> **Problem statement**
Each line in the records below, from the one that contains "<!-- industrial -->" to the one that contains "1350,81 1340,71L1333,70L1344,79L1340,84C1305,93 1256,29", should be reproduced exactly, the first and last included.
[[ Extracted records open ]]
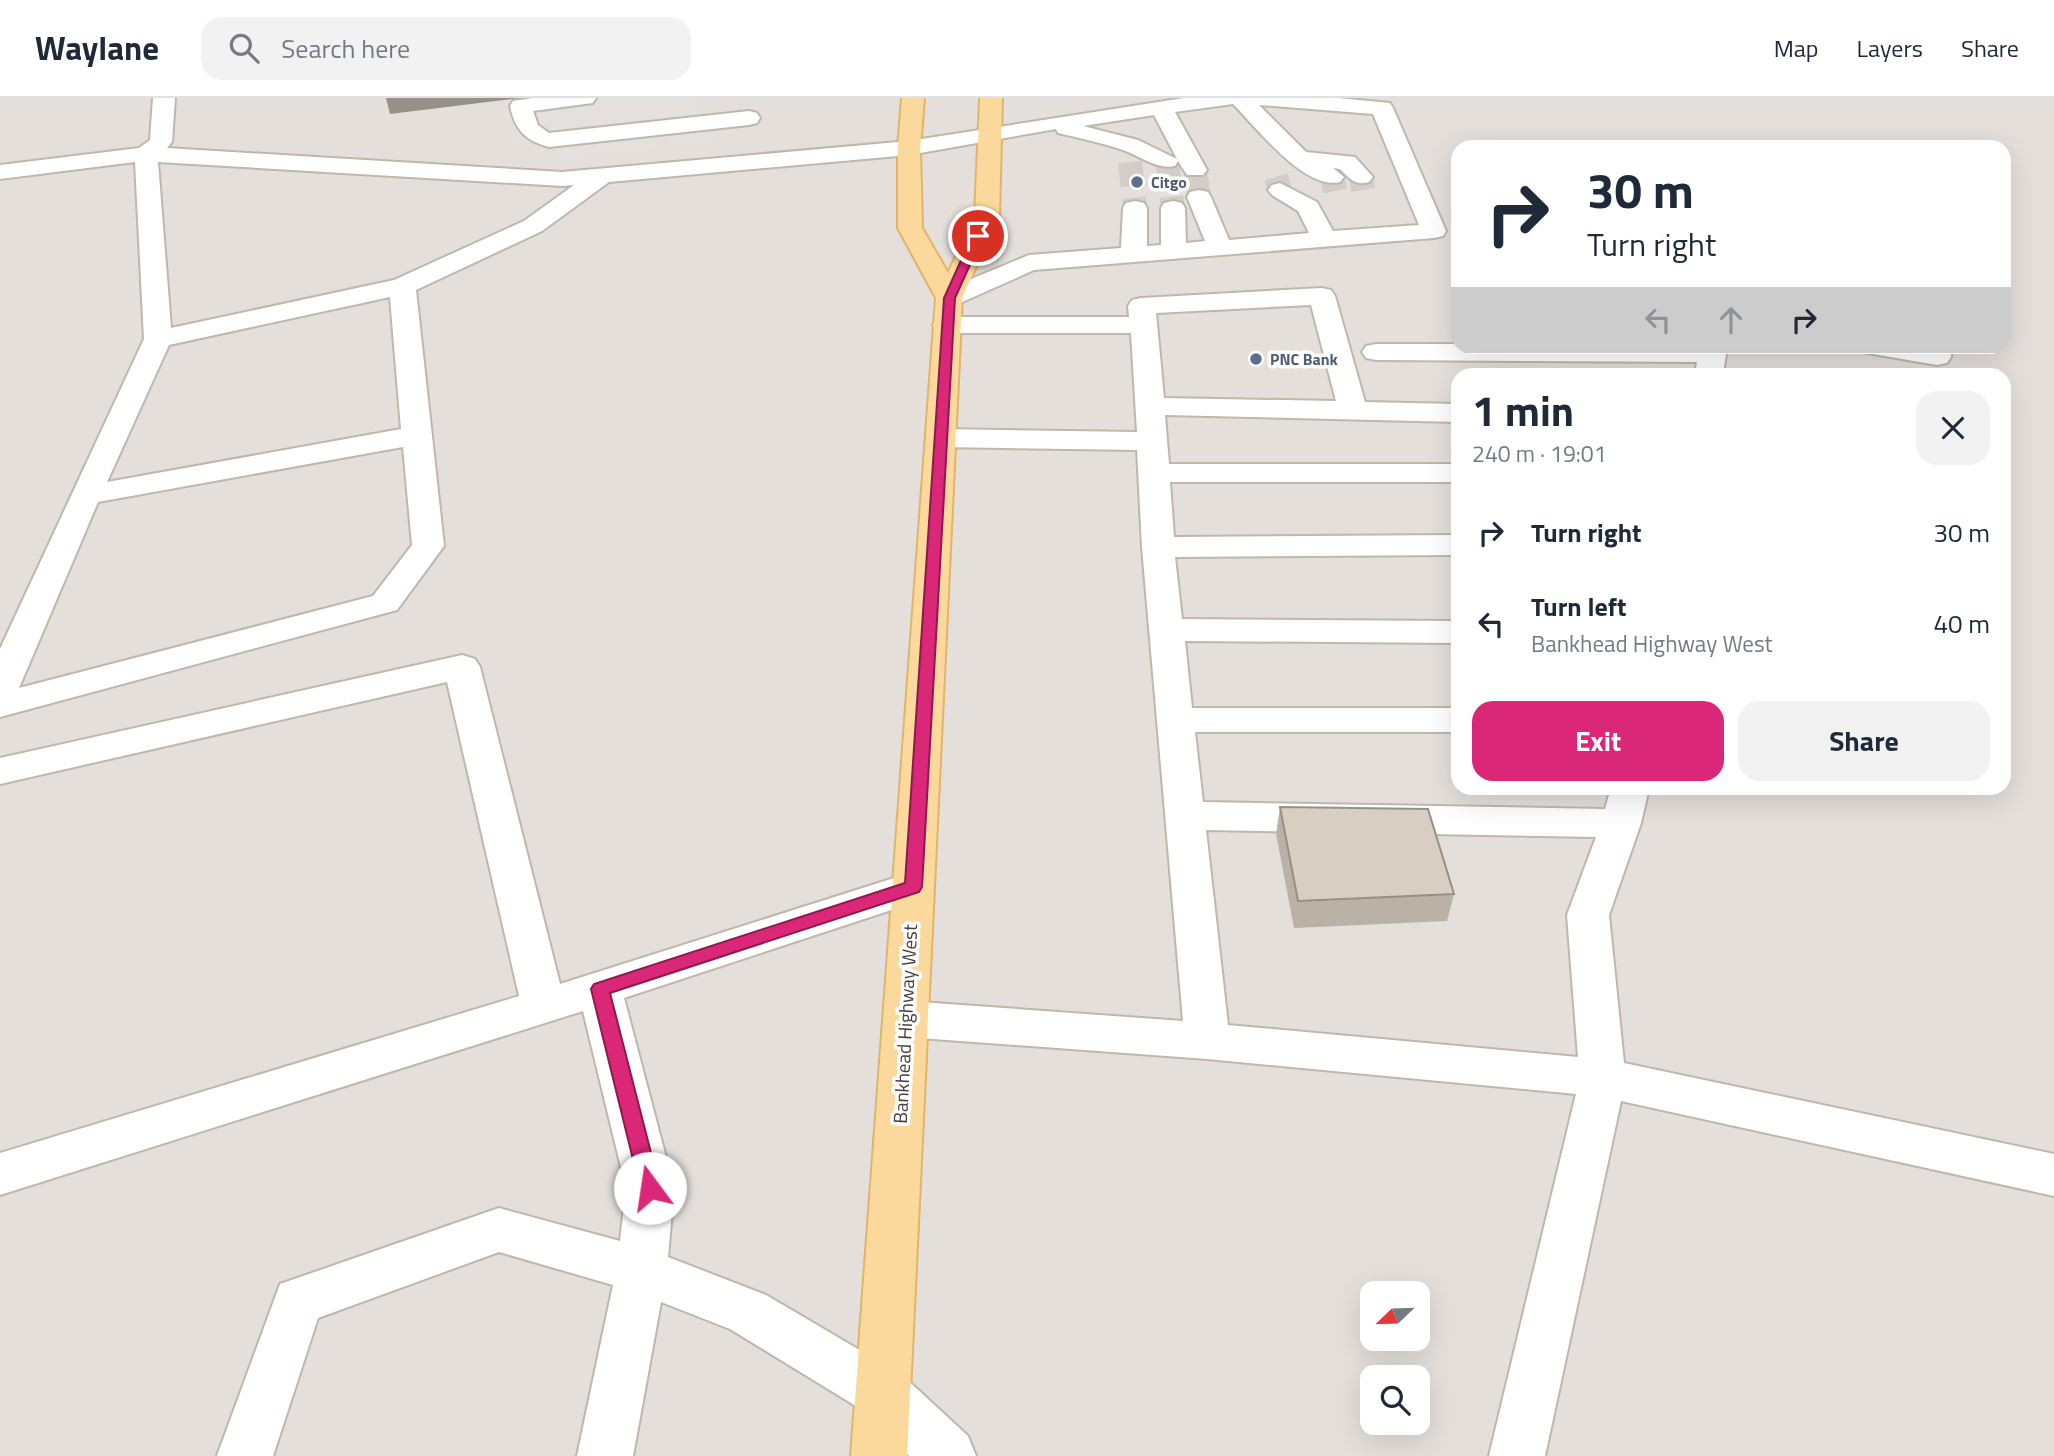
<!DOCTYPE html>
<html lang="en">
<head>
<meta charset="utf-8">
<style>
  body { margin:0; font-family:"Titillium Web",sans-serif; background:#f2f2f3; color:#1f2937; height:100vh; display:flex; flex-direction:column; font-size:26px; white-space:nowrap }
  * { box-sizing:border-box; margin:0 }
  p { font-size:23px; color:#747a83 }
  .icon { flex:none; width:38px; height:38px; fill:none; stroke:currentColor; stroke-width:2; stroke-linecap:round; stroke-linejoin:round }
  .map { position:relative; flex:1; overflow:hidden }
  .panel { position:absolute; left:1451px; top:270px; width:560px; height:427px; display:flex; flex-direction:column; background:#fff; border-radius:21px; box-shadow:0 7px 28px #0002 }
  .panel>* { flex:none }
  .guide { position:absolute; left:1451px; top:42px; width:560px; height:214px; border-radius:21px; box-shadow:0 7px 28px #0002; background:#fff; color:#1f2937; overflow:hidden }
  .needle { width:46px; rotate:247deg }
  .tools { position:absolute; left:1360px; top:1183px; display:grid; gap:14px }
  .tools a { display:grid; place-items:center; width:70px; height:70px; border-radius:14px; background:#fff; box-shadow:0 7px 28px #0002; font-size:35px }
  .pin { position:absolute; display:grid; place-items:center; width:60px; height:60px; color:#fff; margin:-30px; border:4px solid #fff; border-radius:50%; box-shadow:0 2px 7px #0007 }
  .me { position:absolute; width:77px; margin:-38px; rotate:346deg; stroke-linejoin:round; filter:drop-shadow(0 0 5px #0008) }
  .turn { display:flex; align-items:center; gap:24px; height:147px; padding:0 21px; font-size:32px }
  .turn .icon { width:91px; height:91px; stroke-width:2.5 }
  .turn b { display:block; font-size:49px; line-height:60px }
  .lanes { display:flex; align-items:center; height:66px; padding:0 21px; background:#0003; justify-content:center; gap:35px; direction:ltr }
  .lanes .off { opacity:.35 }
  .round { display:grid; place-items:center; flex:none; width:74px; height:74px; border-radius:21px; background:#f2f2f3 }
  .headline { display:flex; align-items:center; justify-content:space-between; height:119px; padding:0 21px }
  h1 { font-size:42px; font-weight:700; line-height:52px }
  .cta { display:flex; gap:14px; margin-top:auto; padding:14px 21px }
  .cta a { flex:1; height:80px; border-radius:21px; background:#db2777; color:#fff; font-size:28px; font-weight:700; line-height:80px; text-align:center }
  .cta a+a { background:#f2f2f3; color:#1f2937 }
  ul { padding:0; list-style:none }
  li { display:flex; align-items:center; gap:21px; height:91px; padding:0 21px }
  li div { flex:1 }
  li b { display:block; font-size:26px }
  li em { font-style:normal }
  header { display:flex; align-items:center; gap:42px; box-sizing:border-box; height:98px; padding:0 35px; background:#fff; border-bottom:2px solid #e0e1e3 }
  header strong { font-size:33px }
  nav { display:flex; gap:38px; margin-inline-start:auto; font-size:24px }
  .search { width:490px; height:63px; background:#f2f2f3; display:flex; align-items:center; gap:18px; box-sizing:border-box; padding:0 24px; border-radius:21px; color:#747a83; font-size:26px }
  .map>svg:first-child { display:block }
</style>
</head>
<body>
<header>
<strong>Waylane</strong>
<div class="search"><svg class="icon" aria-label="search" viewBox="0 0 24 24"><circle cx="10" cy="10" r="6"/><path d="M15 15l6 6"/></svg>Search here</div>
<nav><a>Map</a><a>Layers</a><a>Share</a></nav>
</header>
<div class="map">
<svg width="2054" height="1358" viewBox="0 0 2054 1358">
  <rect width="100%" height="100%" fill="#f4f0ea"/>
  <!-- industrial -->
  <path fill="#e4dfdb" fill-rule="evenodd" d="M0,0H2054V1358H0ZM1458,49H2004V248H1458ZM1458,276H2004V690H1458ZM1372,1195H1418V1241H1372ZM1372,1279H1418V1325H1372Z"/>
  <!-- parking -->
  <path fill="#e3e0de" d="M538,0H695L720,44L559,63L552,50L512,47L503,5Z"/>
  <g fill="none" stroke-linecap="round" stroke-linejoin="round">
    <!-- minor-tunnel -->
    <path stroke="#d2cdc6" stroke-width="24" stroke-dasharray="24 12" stroke-linecap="butt" d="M1167,63L1173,110
      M1130,64L1135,110
      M1195,72L1199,99
      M1276,79L1280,92
      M1332,79L1335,93
      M1361,79L1363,92"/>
    <!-- minor casing -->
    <g stroke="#bfb7ac" stroke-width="4">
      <path id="minor" d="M153,0H175L172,44L167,50L562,74L909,43L1184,0H1338L1390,5L1393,10L1446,133L1443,138L1434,140L1034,172L958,206L949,208L940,206L936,200L940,194L1029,157L1121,150L1123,110L1126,105L1135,103L1144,105L1147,110V148L1161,147V110L1164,105L1173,103L1182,105L1185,110L1186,145L1205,143L1187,99L1190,94L1199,92L1208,94L1211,99L1229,142L1309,135L1298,113L1272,97L1268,92L1272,87L1280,85L1317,104L1333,133L1419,127L1373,16L1259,7L1306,54L1355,59L1373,79L1369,84C1355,88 1350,81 1340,71L1333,70L1344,79L1340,84C1305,93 1256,29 1233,6L1175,14L1207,72L1203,77H1187L1178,63L1175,68C1157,72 1140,58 1123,52C1102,45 1079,40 1058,35L1056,31L909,57L609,84L542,133L416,192L444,448L397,512L0,619V551L144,241L135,64L0,81V67L139,50L150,42ZM1154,17L1177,61L1138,42L1083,28ZM158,64L562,88L574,87L524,123L394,182L171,230ZM390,199L401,331L107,384L169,247ZM403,349L412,447L373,498L19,590L98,404Z
        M533,0H596L593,5L585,6L533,13L538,27L549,35L749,13L757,15L760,20L757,25L749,27L549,49C526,43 515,32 510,8L513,3Z
        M1322,190L1331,192L1335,198L1365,304L1458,306V324L1165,317L1169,366H1458V384H1170L1174,439L1458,437V457L1175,459L1182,521L1458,523V545L1185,543L1192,610H1458V634H1195L1203,704L1605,711L1611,690H1649L1641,725L1609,817L1624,965L2054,1056V1098L1621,1003L1545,1358H1489L1576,996L1207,961L906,939L890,934L884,921L890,908L906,903L1183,923L1142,449L1137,352L941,349L930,346L926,340L930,334L941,331L1137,334L1131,235H947L937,233L933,227L937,221L947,219H1129L1128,208L1132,202L1141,200ZM1311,207L1336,303L1164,300L1156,215ZM1206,732L1596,739L1567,817L1578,959L1228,927Z
        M1376,246H1458V248H1716L1722,250L1726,256L1723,276H1695L1697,264L1376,262L1366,260L1362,254L1366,248Z
        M1859,248H1952L1951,259L1947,265L1937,267L1873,256L1863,254Z
        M462,557L475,561L480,569L560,886L913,774L928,778L934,789L928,800L624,900L674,1090L668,1159L766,1197L902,1277L968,1338L976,1358H909L864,1313L730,1231L661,1204L633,1358H577L613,1187L499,1154L318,1220L273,1358H217L280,1186L499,1110L620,1143L626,1090L583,913L0,1097V1055L519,898L447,584L0,686V660Z"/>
    </g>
    <!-- major casing -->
    <g stroke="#e0b56b" stroke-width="4">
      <path id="major" d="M902,0H924L920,50L922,130L948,175L975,118L980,0H1002L999,118L962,200L907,1358H851L936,200L898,130V50Z"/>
    </g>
    <!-- minor -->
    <use href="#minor" fill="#fff" fill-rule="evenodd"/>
    <!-- major -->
    <use href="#major" fill="#fbd99c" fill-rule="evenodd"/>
  </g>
  <!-- wall -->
  <path fill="#bab1a7" d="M1280,709L1454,796L1447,823L1294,830L1276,736Z"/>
  <!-- shaded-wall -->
  <path fill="#979088" d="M386,0H521L390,16Z"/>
  <!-- building -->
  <path fill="#d8cec2" stroke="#979088" stroke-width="2" d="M1280,709L1428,711L1454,796L1298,803Z"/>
  <!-- route -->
  <path fill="#db2777" stroke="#8e194d" stroke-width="2" d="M978,135L983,138L955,200L922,789L919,794L610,895L660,1090L657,1096L650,1099L643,1096L640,1090L591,891L594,886L905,785L944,200L972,138Z"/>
  <!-- markers -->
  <g fill="#5c6f8a" stroke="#fff" stroke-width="2.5">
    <circle cx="1137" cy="84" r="7"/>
    <circle cx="1256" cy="261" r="7"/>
  </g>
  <g text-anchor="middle" stroke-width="7" stroke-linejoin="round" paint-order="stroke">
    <!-- far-service labels -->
    <g font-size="16" font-weight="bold" fill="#4e5e75" stroke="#fff" text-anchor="start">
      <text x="1151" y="90">Citgo</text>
      <text x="1270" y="267">PNC Bank</text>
    </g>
    <!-- street labels -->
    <g font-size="19" fill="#484038" stroke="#fff">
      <text transform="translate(905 926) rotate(-87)" y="7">Bankhead Highway West</text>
    </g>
  </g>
</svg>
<div class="tools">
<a><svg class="needle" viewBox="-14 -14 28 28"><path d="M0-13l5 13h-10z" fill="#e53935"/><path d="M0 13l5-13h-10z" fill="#747a83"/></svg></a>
<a><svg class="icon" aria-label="search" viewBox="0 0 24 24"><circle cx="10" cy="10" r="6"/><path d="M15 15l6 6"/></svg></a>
</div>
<div class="pin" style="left:978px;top:138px;background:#d93025"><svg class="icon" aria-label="arrive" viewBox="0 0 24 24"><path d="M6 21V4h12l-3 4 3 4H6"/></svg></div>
<svg class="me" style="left:650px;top:1090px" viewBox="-20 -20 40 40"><circle r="19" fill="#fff"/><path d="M0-13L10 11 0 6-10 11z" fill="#db2777"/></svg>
<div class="guide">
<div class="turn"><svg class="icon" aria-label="right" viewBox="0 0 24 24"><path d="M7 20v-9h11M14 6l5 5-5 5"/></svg><div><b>30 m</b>Turn right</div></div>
<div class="lanes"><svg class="icon off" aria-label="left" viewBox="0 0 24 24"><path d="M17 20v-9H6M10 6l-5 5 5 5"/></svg><svg class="icon off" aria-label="ahead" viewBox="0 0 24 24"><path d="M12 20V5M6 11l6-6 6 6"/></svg><svg class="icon" aria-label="right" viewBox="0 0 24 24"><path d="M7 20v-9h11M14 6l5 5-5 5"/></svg></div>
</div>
<section class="panel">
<div class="headline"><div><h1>1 min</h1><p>240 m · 19:01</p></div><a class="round"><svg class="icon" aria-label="close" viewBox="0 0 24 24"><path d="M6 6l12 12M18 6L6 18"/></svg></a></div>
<ul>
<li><svg class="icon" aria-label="right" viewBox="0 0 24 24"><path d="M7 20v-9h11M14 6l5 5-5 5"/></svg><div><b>Turn right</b></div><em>30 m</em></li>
<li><svg class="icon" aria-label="left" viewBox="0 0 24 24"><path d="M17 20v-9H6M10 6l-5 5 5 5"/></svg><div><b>Turn left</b><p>Bankhead Highway West</p></div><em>40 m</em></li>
</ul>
<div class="cta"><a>Exit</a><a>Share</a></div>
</section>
</div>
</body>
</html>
[[ Extracted records closed ]]
> **Worked solution**
  <!-- industrial -->
  <path fill="#e4dfdb" fill-rule="evenodd" d="M0,0H2054V1358H0ZM1458,49H2004V248H1458ZM1458,276H2004V690H1458ZM1372,1195H1418V1241H1372ZM1372,1279H1418V1325H1372Z"/>
  <!-- parking -->
  <path fill="#e3e0de" d="M538,0H695L720,44L559,63L552,50L512,47L503,5Z"/>
  <g fill="none" stroke-linecap="round" stroke-linejoin="round">
    <!-- minor-tunnel -->
    <path stroke="#d2cdc6" stroke-width="24" stroke-dasharray="24 12" stroke-linecap="butt" d="M1167,63L1173,110
      M1130,64L1135,110
      M1195,72L1199,99
      M1276,79L1280,92
      M1332,79L1335,93
      M1361,79L1363,92"/>
    <!-- minor casing -->
    <g stroke="#bfb7ac" stroke-width="4">
      <path id="minor" d="M153,0H175L172,44L167,50L562,74L909,43L1184,0H1338L1390,5L1393,10L1446,133L1443,138L1434,140L1034,172L958,206L949,208L940,206L936,200L940,194L1029,157L1121,150L1123,110L1126,105L1135,103L1144,105L1147,110V148L1161,147V110L1164,105L1173,103L1182,105L1185,110L1186,145L1205,143L1187,99L1190,94L1199,92L1208,94L1211,99L1229,142L1309,135L1298,113L1272,97L1268,92L1272,87L1280,85L1317,104L1333,133L1419,127L1373,16L1259,7L1306,54L1355,59L1373,79L1369,84C1355,88 1350,81 1340,71L1333,70L1344,79L1340,84C1305,93 1256,29 1233,6L1175,14L1207,72L1203,77H1187L1178,63L1175,68C1157,72 1140,58 1123,52C1102,45 1079,40 1058,35L1056,31L909,57L609,84L542,133L416,192L444,448L397,512L0,619V551L144,241L135,64L0,81V67L139,50L150,42ZM1154,17L1177,61L1138,42L1083,28ZM158,64L562,88L574,87L524,123L394,182L171,230ZM390,199L401,331L107,384L169,247ZM403,349L412,447L373,498L19,590L98,404Z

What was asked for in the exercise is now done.